Some have noted that answer is less than fully illuminating — and consumer privacy groups have officially requested that Facebook release the entire document in public so that people may determine just what exact use Facebook was suggesting for the data it had collected on the emotional state of minors.

Over two dozen organizations, including the Center for Digital Democracy, Consumer Watchdog and Center for Science in the Public Interest, have signed an open letter addressed to Facebook CEO Mark Zuckerberg demanding the company release the entirety of the research for public viewing and offer explanations as to its “sentiment mining” program.

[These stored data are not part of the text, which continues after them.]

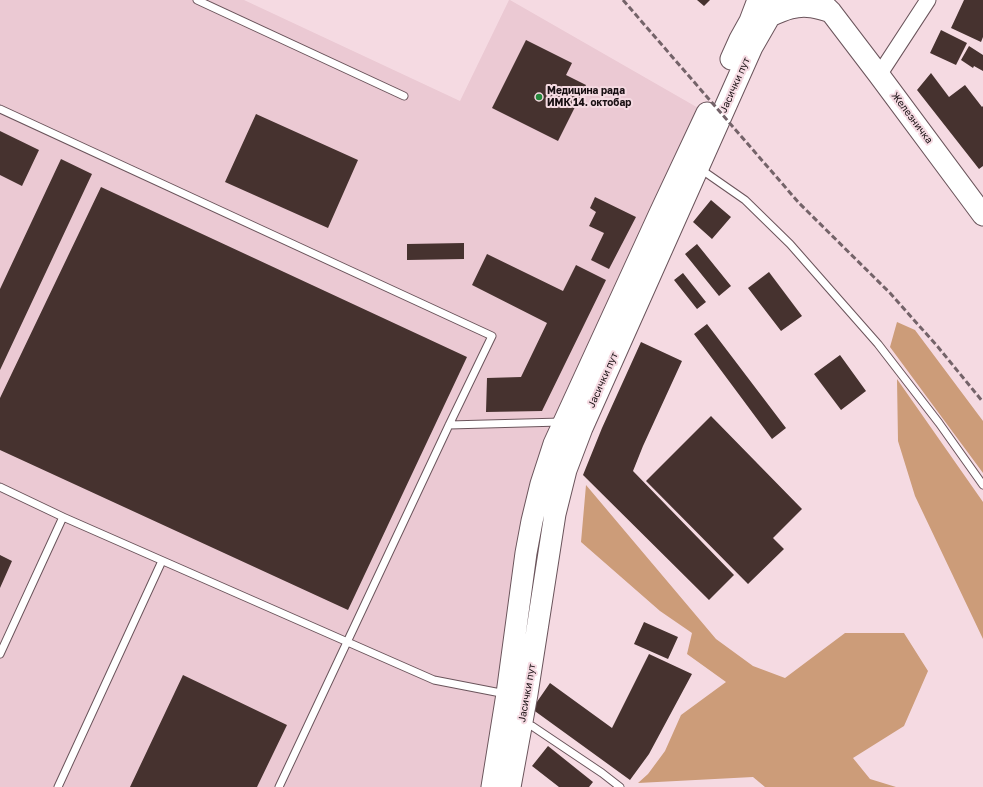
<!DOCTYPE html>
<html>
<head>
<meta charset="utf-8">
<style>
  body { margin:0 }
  canvas { display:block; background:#f5dae2 }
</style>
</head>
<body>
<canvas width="983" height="787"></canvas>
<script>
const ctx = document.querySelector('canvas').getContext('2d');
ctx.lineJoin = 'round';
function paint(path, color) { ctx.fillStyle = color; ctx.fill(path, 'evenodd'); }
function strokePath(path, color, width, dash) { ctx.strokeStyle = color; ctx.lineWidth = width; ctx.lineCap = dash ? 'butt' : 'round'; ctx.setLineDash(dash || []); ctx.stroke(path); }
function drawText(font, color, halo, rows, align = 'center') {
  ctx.font = font + ' "Golos Text",sans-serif'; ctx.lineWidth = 4; ctx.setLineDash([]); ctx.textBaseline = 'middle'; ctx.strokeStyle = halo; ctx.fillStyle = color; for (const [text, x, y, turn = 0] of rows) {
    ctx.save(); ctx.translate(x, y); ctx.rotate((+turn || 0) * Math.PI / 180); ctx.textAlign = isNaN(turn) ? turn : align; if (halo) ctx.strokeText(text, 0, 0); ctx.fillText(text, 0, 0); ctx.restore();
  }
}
const built = new Path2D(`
  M0 0H244L460 101 509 0H510L707 113 554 444 491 787H0Z`);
const forest = new Path2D(`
  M897 322 915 330 983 421V473L890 347Z
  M897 379 983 502V639L915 496 898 441Z
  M586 485 716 639 753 666 785 678 845 633H904L928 671 904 726 853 758 870 779 896 787H765L753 777 638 783 648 774 665 751 681 715 726 682 687 654 692 633 660 611 581 542Z`);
const building = new Path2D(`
  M697 0H710L704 6Z
  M964 0H983V37L981 42 951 28Z
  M941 30 967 43 956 65 930 53Z
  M526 40 572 63 566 75 586 85 558 141 492 108Z
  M969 46 983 55V71L974 66 973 68 961 60Z
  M931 73 949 97 965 85 982 107 983 106V166L979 169 917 90Z
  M256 114 358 160 328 228 225 182Z
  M0 131 39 150 22 186 0 175Z
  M61 159 92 174 0 370V289Z
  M101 187 467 357 348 610 0 450V398Z
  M595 197 636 217 609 269 591 260 604 233 589 226 596 212 590 208Z
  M711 200 731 217 712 239 693 222Z
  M464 243V259L407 260V244Z
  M697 244 731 286 719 296 685 254Z
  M487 254 563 291 576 265 606 280 542 411 486 412 487 378 521 377 547 323 472 285Z
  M769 272 802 316 781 331 748 288Z
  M683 273 706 302 697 309 674 280Z
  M707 324 786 428 772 439 694 334Z
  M641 342 682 361 643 446 633 471 734 575 709 600 583 475 602 428Z
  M840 355 866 391 841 410 814 374Z
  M711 416 802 509 773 538 784 549 748 584 646 481Z
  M0 555 12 561 0 588Z
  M644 622 678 637 668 659 634 644Z
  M649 654 692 674 649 754 630 780 532 709 550 683 612 728Z
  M183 675 287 725 257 787H130Z
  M548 746 593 782 589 787H559L532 766Z`);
const lane = new Path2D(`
  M197 0 404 96
  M0 109 492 336 449 425 279 787
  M699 168 745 200 790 244 878 344 939 423 983 485
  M449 425 561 422
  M0 487 63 517 0 654
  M63 517 434 680 506 694
  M524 723 532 726 602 773 620 787
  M58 787 162 561`);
const street = new Path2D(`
  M879 75 928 0`);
const secondary = new Path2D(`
  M819 0 831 12 879 75 983 215
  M770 16C783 10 797 4 812 7 818 8 825 10 831 12
  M731 59 740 39 750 21 758 0
  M492 787 507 694 526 553 532 521 541 484 554 444 660 213 707 113
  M510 787 527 694 555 514 566 470 582 428 752 47 779 0`);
const rail = new Path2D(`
  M623 0 799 203 890 293 938 347 983 402`);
const markers = [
  [539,97,4,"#25883c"]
];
const streetNames = [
  ["Јасички пут",735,85,-66],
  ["Железничка",912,118,53],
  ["Јасички пут",603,380,-66],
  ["Јасички пут",527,693,-80]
];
const poiNames = [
  ["Медицина рада",547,91],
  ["ИМК 14. октобар",547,103]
];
paint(built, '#ebc9d3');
paint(forest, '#cc9c79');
paint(building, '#46322f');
strokePath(lane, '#6a545b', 9);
strokePath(street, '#6a545b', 17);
strokePath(secondary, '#6a545b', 23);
strokePath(lane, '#fff', 7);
strokePath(street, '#fff', 15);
strokePath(secondary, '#fff', 21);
strokePath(rail, '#746369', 3, [6, 3]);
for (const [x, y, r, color] of markers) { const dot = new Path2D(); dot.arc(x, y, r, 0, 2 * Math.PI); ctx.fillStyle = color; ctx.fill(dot); strokePath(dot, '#f5dae2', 1.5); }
drawText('10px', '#180f12', '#f5dae2', streetNames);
drawText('bold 10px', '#180f12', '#f5dae2', poiNames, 'left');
</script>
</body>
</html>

So far Facebook has declined to do either — though reportedly members of their executive team will meet with concerned privacy watchdogs.

So is Facebook watching us all too closely — or is it not quite watching any of us closely enough? And is there a reasonable standard for a social network of two billion people worldwide, especially since said social network makes all of its considerable cash hoard by selling that aggregated user data?

There is no obvious answer, but Facebook might want to think about pulling its top execs off their meet-and-greet-the-world tours to develop some not obvious ones.

Because as they should know better than any other corporate team in America, there are no secrets in the digital age. And before advertisers don’t keep their disdain for what’s going on a secret either — and do what they often want to do when the going gets tough — let their checkbooks do the talking.